Monist Engine: Documentation

Introduction and Setup

The Monist Engine

The monist repository provides a computationally verifiable, topologically-bound combinatory logic engine. This documentation guides engineers and researchers through the ecosystem’s theoretical validation matrix and its hybrid synthetic architecture.

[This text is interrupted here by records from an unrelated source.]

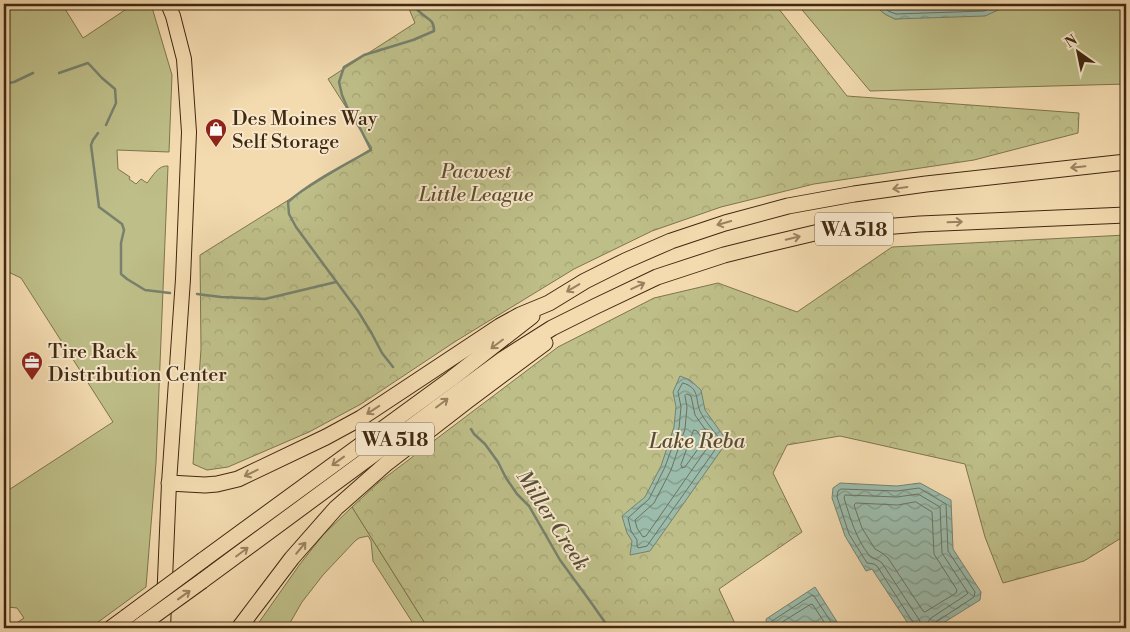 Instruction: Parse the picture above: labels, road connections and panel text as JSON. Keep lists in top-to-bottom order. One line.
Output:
{"streets":{"highway":["WA 518"]},"water":["Lake Reba","Miller Creek"],"parks":["Pacwest Little League"],"places":{"shop":["Des Moines Way Self Storage"],"office":["Tire Rack Distribution Center"]},"north":"top left"} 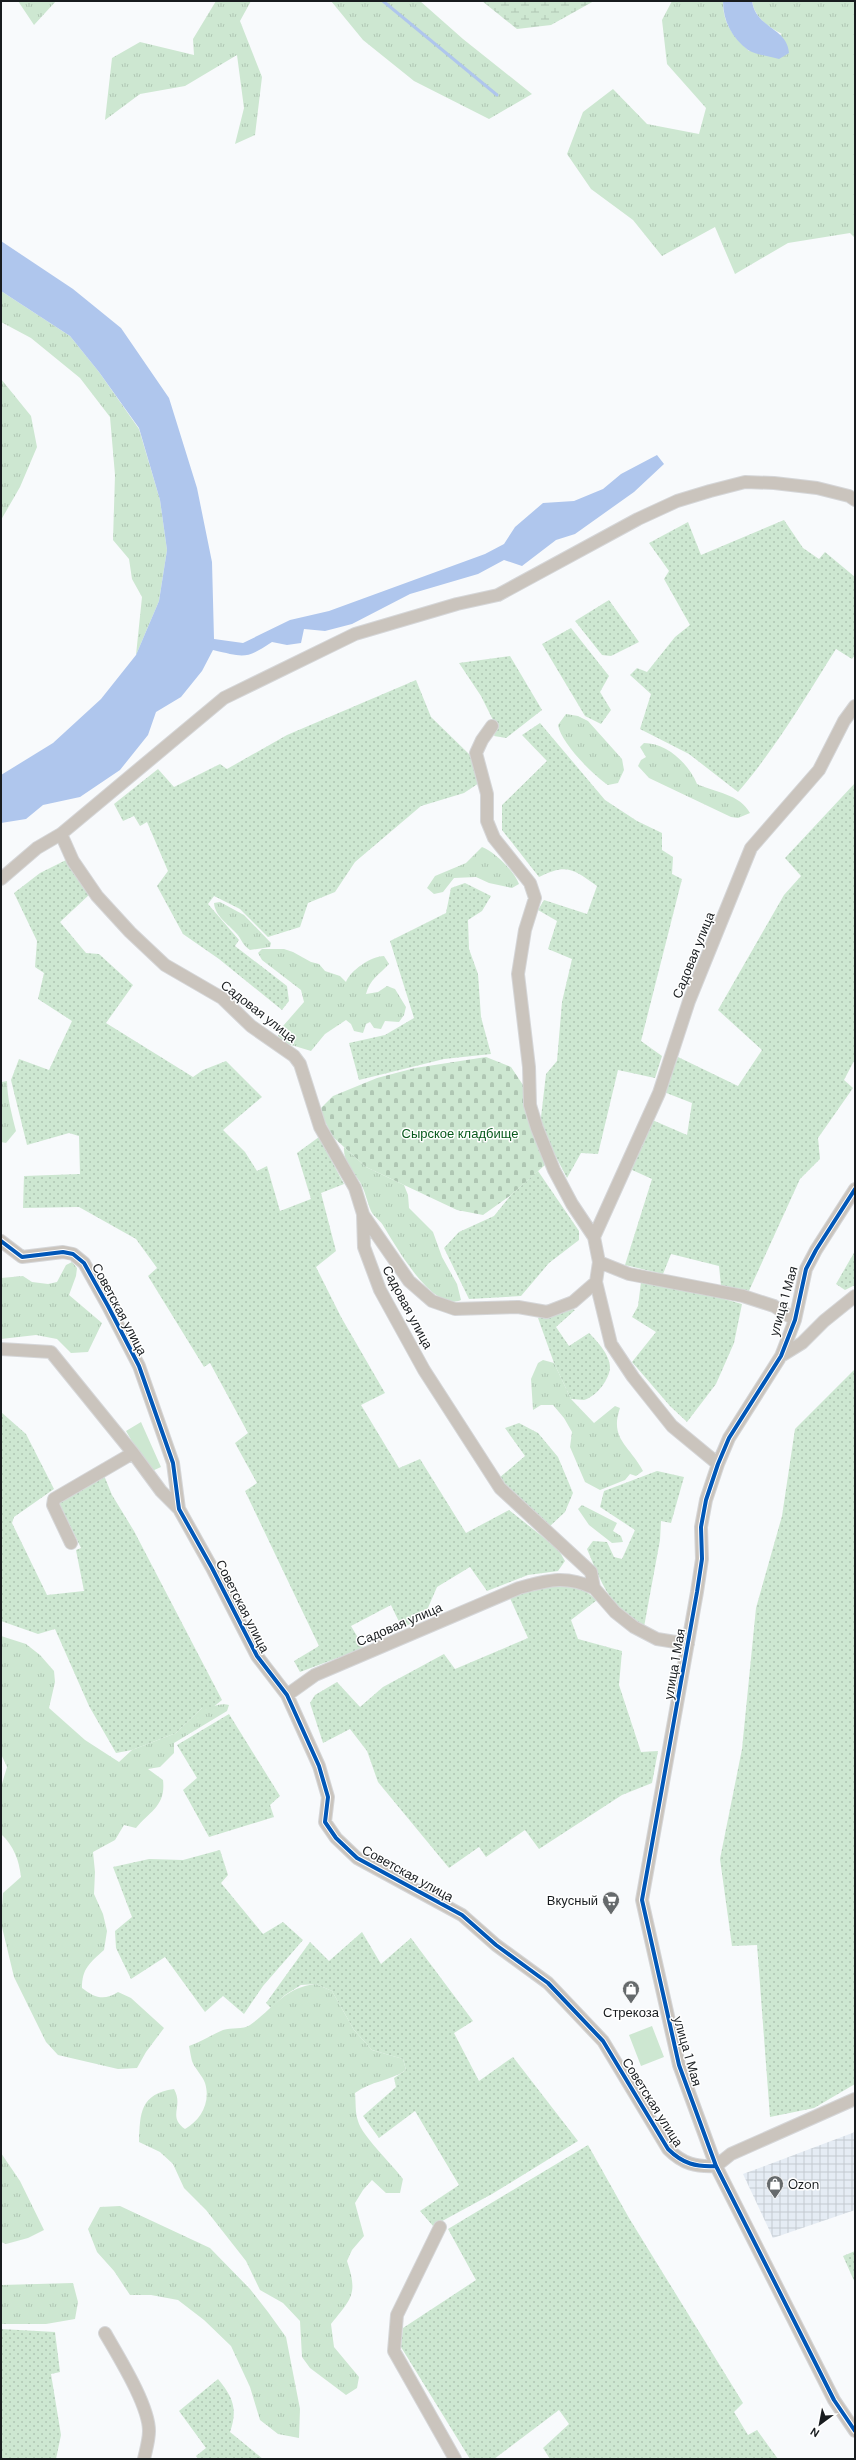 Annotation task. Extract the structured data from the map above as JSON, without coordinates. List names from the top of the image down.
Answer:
{
  "streets": {
    "street": ["Садовая улица", "улица 1 Мая", "Советская улица"]
  },
  "crossings": [
    ["Садовая улица", "улица 1 Мая"],
    ["Садовая улица", "Советская улица"],
    ["улица 1 Мая", "Советская улица"]
  ],
  "parks": ["Сырское кладбище"],
  "places": {
    "supermarket": ["Вкусный"],
    "shop": ["Стрекоза", "Ozon"]
  },
  "north": "bottom left"
} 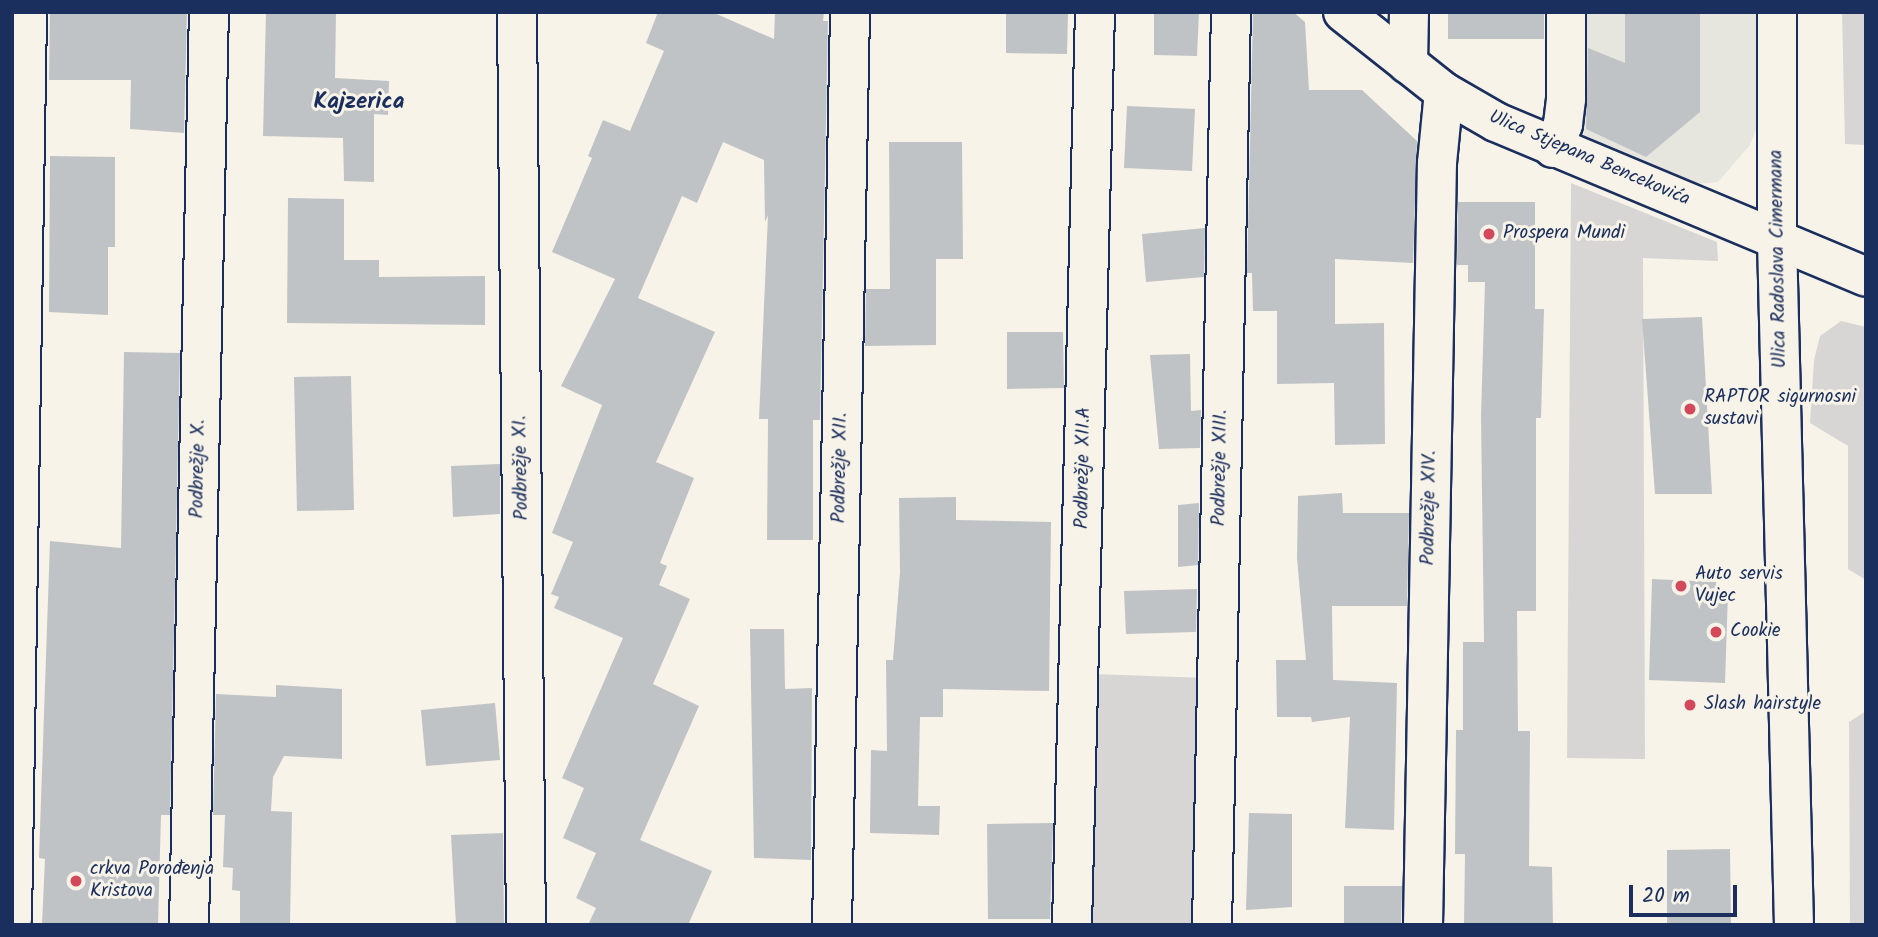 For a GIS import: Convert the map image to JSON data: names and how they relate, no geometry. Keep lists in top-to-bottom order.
{
  "streets": {
    "street": [
      "Ulica Stjepana Bencekovića",
      "Ulica Radoslava Cimermana",
      "Podbrežje XI.",
      "Podbrežje XII.",
      "Podbrežje XII.A",
      "Podbrežje XIII.",
      "Podbrežje X.",
      "Podbrežje XIV."
    ]
  },
  "crossings": [
    ["Ulica Stjepana Bencekovića", "Ulica Radoslava Cimermana"],
    ["Ulica Stjepana Bencekovića", "Podbrežje XIV."]
  ],
  "districts": ["Kajzerica"],
  "places": [
    "Prospera Mundi",
    "RAPTOR sigurnosni sustavi",
    "Auto servis Vujec",
    "Cookie",
    "Slash hairstyle",
    "crkva Porođenja Kristova"
  ],
  "scale_bar": "20 m"
} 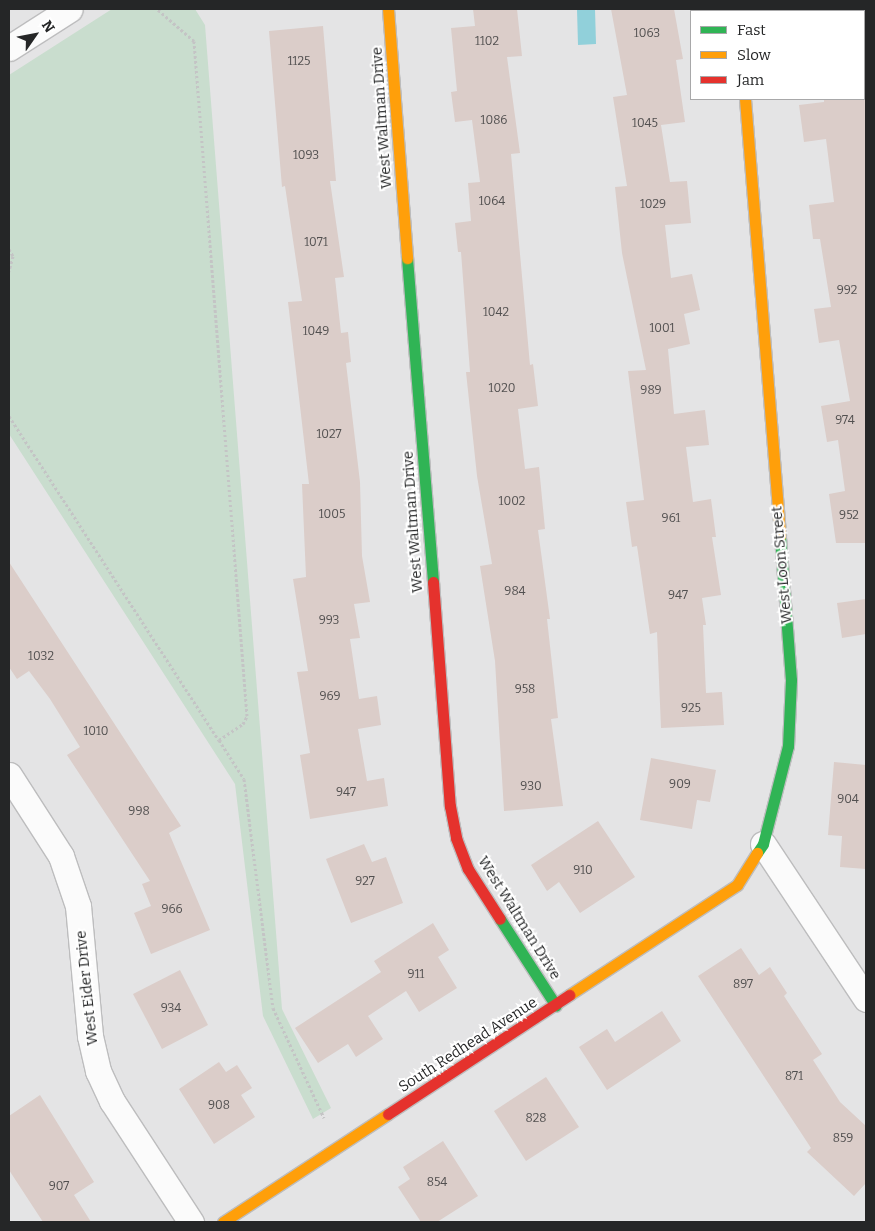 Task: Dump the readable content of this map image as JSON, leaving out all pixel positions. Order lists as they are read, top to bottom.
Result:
{
  "streets": {
    "street": [
      "West Waltman Drive",
      "West Loon Street",
      "West Eider Drive",
      "South Redhead Avenue"
    ]
  },
  "crossings": [
    ["West Waltman Drive", "South Redhead Avenue"],
    ["West Loon Street", "South Redhead Avenue"]
  ],
  "house_numbers": [
    "1063",
    "1102",
    "1125",
    "1086",
    "1045",
    "1093",
    "1064",
    "1029",
    "1071",
    "992",
    "1042",
    "1001",
    "1049",
    "1020",
    "989",
    "974",
    "1027",
    "1002",
    "1005",
    "952",
    "961",
    "984",
    "947",
    "993",
    "1032",
    "958",
    "969",
    "925",
    "1010",
    "909",
    "930",
    "947",
    "904",
    "998",
    "910",
    "927",
    "966",
    "911",
    "897",
    "934",
    "871",
    "908",
    "828",
    "859",
    "854",
    "907"
  ],
  "legend": ["Fast", "Slow", "Jam"],
  "north": "top right"
}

The Monist Engine is a deterministic execution layer designed exclusively to compute Quine’s New Foundations (NF) unstratified, self-referential logic. By abandoning traditional hierarchical type-checking (Directed Acyclic Graphs) in favor of geometric shortest-path routing, the project successfully compiles structurally dense paradoxes into native, lock-free Interaction Nets.

Its core mission is to serve as a deterministic topological foundry. By providing absolute structural certainty over non-well-founded datasets, it acts as the mathematical bedrock for transfinite combinatorial computing, quantum-logical physics simulations, custom hardware synthesis, and the formal verification of probabilistic AI agents.


Practical Setup

Ensure you have Rust and Cargo installed, alongside a WGPU-compatible graphics backend (Vulkan, Metal, DirectX 12, or WebGPU) for executing the engine natively on the GPU.

#| label: build-script
#| eval: false

# Clone the repository
git clone https://github.com/your-org/monist.git
cd monist

# Build the entire workspace (Crates, Tools, and Benches)
cargo build --release

The Workflow Paradigm

The development lifecycle within monist follows a distinct progression from logical constraints to combinatorial execution limits:

  1. Natural Deduction (The Human Interface): Users write high-level logical constraints and employ interactive tactics (intro, apply, rewrite).
  2. CPU & System Memory (The Geometry Layer): The CPU strips away the human semantics, turning the logic into a pure topological matrix (a Bellman-Ford directed graph).
  3. Graph Reduction (The Compiler): The logic is compiled down into pure, untyped Interaction Nets (\(S, K, I\) combinators).
  4. GPU VRAM (The Physics Engine): These combinator graphs are handed off to WGPU compute shaders.
  5. The Holographic Co-processor (Continuous Math): For massive datasets, the system bypasses discrete graph reduction and superposes the data into 10,000-dimensional continuous wave functions.